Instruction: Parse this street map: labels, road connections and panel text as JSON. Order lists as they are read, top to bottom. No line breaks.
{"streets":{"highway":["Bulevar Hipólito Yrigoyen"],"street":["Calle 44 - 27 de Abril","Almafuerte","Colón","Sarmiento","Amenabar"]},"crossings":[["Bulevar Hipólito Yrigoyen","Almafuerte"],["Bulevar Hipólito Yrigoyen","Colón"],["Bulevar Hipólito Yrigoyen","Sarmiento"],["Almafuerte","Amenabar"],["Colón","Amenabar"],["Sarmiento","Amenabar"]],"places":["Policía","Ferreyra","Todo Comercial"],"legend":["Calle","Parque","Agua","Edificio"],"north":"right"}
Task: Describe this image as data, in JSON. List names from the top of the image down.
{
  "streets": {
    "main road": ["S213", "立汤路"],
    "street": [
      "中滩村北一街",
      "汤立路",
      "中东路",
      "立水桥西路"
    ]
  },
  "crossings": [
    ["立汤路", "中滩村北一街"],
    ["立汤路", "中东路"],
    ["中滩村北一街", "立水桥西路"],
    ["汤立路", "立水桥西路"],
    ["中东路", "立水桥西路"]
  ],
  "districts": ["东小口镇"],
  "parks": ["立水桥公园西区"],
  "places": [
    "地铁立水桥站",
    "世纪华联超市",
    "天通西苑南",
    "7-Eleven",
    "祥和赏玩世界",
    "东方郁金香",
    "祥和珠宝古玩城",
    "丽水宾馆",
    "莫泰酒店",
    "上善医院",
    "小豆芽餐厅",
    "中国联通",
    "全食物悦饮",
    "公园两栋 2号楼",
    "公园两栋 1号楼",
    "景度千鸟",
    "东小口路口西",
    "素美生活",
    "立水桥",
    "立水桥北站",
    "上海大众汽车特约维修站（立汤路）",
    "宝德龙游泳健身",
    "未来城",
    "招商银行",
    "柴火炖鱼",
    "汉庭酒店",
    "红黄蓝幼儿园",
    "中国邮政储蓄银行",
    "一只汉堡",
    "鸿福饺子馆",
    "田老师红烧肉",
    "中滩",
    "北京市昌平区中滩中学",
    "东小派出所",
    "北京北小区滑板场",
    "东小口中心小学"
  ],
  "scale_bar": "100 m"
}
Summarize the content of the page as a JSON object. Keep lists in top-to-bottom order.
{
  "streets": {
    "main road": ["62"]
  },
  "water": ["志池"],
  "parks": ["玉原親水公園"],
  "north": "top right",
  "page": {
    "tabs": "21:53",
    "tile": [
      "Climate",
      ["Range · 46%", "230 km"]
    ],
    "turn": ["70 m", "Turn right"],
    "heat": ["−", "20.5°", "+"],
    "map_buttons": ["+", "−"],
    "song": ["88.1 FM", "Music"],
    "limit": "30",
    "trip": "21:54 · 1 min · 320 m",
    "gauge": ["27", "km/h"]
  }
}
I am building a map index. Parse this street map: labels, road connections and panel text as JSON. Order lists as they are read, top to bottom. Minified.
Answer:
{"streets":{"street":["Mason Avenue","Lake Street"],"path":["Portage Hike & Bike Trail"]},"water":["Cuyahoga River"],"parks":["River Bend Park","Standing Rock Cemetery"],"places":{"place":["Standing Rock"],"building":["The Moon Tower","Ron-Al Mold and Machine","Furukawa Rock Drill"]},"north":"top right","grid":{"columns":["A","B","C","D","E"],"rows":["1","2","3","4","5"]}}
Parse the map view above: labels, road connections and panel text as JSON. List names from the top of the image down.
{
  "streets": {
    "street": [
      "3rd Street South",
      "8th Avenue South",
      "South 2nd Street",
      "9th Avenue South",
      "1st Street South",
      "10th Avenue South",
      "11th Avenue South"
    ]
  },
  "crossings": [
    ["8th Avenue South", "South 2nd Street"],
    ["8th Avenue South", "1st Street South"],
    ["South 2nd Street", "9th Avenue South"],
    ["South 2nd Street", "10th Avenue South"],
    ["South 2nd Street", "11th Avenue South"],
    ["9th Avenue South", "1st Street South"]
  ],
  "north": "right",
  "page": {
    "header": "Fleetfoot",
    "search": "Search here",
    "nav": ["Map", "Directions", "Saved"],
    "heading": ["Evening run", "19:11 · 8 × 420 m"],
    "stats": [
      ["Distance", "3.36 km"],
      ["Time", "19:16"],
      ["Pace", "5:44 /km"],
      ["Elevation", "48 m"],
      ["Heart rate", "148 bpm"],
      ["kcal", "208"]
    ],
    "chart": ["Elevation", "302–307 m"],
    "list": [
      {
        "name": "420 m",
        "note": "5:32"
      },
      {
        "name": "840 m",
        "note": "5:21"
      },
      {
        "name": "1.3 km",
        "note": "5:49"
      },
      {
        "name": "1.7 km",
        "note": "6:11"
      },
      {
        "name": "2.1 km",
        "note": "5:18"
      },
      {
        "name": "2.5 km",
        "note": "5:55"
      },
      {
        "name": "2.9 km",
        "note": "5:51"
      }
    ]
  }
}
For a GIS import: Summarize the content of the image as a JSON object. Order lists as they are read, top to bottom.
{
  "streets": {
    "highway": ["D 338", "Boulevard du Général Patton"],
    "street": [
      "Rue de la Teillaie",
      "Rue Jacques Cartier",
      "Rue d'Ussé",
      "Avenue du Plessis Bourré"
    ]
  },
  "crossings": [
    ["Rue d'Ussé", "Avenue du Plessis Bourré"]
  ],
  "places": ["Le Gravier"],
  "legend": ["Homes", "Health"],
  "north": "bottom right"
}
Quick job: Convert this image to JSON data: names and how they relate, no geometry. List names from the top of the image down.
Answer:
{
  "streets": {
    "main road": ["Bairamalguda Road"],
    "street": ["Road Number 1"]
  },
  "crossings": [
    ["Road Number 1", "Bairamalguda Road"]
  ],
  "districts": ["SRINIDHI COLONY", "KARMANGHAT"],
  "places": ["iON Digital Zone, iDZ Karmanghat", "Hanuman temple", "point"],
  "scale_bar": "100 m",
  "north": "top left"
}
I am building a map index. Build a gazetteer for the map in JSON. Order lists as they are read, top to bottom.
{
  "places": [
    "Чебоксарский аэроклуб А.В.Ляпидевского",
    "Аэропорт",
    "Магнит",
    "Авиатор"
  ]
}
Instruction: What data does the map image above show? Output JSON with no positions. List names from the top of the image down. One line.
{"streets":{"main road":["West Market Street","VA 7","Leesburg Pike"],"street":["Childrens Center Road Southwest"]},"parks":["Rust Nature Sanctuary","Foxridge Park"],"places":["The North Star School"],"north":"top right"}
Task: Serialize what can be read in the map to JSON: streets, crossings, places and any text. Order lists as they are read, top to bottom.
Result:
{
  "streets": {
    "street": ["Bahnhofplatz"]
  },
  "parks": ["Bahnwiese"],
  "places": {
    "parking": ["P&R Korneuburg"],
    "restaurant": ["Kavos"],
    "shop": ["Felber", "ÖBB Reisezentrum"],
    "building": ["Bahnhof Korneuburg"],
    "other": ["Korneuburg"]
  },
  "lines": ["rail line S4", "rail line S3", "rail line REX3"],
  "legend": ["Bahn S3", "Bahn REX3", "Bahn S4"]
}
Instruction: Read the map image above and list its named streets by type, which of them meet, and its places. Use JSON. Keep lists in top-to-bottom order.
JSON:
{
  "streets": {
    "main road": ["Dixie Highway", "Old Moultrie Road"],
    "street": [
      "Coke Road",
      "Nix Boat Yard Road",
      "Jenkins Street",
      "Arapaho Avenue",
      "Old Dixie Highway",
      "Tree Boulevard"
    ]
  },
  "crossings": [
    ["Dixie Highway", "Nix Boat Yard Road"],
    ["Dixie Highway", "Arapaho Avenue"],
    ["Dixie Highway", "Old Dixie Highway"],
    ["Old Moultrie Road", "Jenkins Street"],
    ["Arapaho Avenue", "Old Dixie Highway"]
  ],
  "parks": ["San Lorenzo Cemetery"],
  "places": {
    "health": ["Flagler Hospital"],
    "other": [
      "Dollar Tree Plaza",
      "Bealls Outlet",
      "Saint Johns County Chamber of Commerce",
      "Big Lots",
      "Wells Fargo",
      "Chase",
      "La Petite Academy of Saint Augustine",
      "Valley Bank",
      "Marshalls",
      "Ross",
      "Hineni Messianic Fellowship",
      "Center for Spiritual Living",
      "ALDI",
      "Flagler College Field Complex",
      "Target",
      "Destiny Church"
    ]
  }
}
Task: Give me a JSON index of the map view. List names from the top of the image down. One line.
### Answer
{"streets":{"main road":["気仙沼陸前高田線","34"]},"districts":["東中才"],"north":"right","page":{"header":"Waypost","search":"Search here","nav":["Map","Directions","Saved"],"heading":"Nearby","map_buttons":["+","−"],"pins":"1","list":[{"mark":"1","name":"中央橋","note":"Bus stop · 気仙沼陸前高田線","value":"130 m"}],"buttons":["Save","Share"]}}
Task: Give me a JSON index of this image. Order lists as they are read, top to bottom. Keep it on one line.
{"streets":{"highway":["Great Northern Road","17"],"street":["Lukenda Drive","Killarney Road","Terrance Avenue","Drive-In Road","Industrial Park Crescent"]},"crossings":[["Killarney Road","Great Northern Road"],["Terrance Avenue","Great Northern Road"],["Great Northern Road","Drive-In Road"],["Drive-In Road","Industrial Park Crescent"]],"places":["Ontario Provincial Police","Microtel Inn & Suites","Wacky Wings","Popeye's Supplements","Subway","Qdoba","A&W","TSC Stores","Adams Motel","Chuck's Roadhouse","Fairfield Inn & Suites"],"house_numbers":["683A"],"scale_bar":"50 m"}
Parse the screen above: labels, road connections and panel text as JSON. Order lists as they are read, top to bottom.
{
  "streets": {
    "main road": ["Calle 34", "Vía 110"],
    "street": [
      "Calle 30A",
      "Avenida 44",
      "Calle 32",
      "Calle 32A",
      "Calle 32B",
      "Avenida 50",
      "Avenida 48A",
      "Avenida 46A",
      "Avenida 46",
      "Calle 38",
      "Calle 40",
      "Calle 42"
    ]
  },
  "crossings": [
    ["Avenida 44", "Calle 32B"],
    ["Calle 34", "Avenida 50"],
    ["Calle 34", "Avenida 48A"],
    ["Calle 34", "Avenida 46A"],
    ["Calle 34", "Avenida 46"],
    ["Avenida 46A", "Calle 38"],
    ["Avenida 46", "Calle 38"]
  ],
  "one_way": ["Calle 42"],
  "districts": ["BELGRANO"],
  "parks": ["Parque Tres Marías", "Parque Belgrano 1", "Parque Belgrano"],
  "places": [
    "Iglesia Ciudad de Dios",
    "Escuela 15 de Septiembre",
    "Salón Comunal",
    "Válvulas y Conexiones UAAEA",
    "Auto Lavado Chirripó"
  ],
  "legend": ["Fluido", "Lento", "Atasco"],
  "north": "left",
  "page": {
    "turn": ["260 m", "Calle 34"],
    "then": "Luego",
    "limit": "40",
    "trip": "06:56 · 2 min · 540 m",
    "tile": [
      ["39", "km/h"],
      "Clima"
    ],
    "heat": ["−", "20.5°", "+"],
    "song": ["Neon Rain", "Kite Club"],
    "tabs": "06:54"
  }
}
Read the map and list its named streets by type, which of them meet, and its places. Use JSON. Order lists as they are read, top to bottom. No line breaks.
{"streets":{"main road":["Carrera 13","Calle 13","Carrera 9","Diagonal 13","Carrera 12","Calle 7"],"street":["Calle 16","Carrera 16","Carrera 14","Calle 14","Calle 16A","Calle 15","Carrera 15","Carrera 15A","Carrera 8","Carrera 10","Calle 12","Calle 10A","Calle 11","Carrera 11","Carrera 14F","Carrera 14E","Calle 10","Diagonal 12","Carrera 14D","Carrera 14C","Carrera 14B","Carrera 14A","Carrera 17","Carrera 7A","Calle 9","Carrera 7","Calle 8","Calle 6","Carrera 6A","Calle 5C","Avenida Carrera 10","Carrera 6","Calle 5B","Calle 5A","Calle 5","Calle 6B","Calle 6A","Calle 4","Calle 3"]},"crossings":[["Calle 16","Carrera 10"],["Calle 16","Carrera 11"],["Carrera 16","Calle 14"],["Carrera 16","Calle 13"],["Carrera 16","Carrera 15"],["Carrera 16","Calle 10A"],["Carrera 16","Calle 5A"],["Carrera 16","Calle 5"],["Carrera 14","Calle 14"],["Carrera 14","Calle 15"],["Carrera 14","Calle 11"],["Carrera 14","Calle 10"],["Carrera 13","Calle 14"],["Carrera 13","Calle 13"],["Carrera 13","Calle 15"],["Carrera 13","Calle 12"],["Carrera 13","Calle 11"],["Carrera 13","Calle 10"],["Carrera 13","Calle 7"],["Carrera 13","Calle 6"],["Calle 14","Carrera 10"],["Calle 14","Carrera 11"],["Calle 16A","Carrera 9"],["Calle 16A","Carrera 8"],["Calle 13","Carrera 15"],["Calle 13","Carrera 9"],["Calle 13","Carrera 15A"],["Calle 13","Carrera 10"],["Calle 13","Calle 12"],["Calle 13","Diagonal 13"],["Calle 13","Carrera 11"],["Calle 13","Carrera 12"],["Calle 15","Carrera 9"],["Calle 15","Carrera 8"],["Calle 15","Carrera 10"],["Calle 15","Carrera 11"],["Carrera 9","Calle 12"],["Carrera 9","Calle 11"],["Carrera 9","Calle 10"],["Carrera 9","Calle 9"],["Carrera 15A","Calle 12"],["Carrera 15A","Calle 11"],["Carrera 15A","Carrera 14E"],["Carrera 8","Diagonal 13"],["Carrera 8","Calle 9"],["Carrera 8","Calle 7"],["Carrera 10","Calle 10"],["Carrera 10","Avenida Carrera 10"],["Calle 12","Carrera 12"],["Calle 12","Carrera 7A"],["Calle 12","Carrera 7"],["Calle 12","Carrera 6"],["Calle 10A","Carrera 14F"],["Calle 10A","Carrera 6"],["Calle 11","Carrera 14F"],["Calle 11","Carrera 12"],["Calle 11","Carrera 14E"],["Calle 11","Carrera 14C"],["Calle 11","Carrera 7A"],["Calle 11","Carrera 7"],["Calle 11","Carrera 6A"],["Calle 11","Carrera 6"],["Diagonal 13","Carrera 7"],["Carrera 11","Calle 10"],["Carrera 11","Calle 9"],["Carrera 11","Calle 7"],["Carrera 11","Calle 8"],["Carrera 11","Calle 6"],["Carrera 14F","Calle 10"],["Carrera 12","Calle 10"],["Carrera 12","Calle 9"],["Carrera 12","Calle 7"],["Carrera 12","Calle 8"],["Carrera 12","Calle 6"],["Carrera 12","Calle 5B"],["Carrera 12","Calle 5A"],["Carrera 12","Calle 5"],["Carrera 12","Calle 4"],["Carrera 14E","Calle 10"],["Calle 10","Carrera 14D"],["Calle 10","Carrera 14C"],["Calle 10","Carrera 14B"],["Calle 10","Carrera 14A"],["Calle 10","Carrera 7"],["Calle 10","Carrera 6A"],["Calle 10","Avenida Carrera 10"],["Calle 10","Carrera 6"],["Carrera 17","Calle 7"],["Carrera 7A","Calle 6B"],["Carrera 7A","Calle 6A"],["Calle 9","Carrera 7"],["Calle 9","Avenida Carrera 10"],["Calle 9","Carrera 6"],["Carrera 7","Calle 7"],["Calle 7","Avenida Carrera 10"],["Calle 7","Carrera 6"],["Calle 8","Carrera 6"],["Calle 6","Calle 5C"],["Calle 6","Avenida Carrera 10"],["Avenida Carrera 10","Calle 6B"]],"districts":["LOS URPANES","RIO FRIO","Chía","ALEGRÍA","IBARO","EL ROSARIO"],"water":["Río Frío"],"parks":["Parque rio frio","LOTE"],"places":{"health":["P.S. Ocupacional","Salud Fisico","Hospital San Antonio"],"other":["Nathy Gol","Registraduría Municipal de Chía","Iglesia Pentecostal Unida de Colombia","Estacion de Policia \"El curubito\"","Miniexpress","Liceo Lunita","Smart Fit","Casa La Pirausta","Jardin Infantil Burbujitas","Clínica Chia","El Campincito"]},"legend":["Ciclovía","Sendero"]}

_ _ _ _ _

What the exercise asks
When a line holds the string "Jenkins", pull it out of the listing.

Solution to this exercise
      "Jenkins Street",
    ["Old Moultrie Road", "Jenkins Street"],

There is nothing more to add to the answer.